World and Nation

Fall of British Bank Echoes Across the Atlantic

Is partial nationalization the cure for America’s ailing banks?

The Obama administration’s plan to take an increased stake in Citigroup echoes the British government’s experience with one of its biggest banks, the Royal Bank of Scotland, a once highflying bank that is now nationalized in all but name only.

As with Citi, Britain’s involvement with RBS grew in fits and starts. The government started with a minority holding last fall, when it pulled the bank from the brink of collapse, but continued to tighten its grip as the share price eroded.

Today it owns a 68 percent stake, allowing it to exert de facto control over bank management — which was replaced — as well as in lending and strategic decisions.

But such a policy, while cheered by those who advocate a more direct and forceful route to healing sick banks, is by no means a panacea, as the problems at RBS show.

“The beguiling certainty of nationalization will make everyone feel good for 24 hours,” said Howard Davies, the director of the London School of Economics. “But what do you do next? You have to have an exit strategy.”

This week, the bank will announce a 28 billion pound loss, the largest in British corporate history, as well as a plan to split itself into a healthy bank focused on core lending in Britain and a so-called “bad” bank comprising assets it will seek to sell off within five years. Citigroup is engaged in a similar strategy. RBS is also looking to shed more than 200 billion pounds worth of toxic assets.

The dismembering of the bank’s far-flung international operations and a severe retrenchment of its wholesale banking operations, will result in the elimination of about 20,000 jobs, the bank is expected to announce.

Royal bank of Scotland’s stock price has rebounded lately, but it continues to trade at only about 20 percent of its book value — below that of Citigroup.

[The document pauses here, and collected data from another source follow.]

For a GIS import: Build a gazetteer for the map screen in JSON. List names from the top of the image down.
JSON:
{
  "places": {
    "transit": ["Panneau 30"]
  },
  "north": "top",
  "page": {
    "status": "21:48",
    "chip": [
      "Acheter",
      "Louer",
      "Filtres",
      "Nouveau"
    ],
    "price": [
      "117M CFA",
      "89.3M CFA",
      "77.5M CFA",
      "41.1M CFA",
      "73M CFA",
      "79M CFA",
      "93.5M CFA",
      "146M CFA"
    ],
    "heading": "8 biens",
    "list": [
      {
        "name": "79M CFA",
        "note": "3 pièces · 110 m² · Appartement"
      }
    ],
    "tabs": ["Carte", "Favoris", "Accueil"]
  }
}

But for the British economy, the fortunes of which have been tied tightly to its once vast financial services industry, concerns about the appearance of nationalization is less important than preventing a banking collapse.

By absorbing a total of about 1.5 trillion pounds in liabilities from RBS and Lloyds Banking Group — another troubled bank — on to its own balance sheet, Britain may have prevented a banking failure.

At the same time, the government has raised the odds that its own finances may buckle.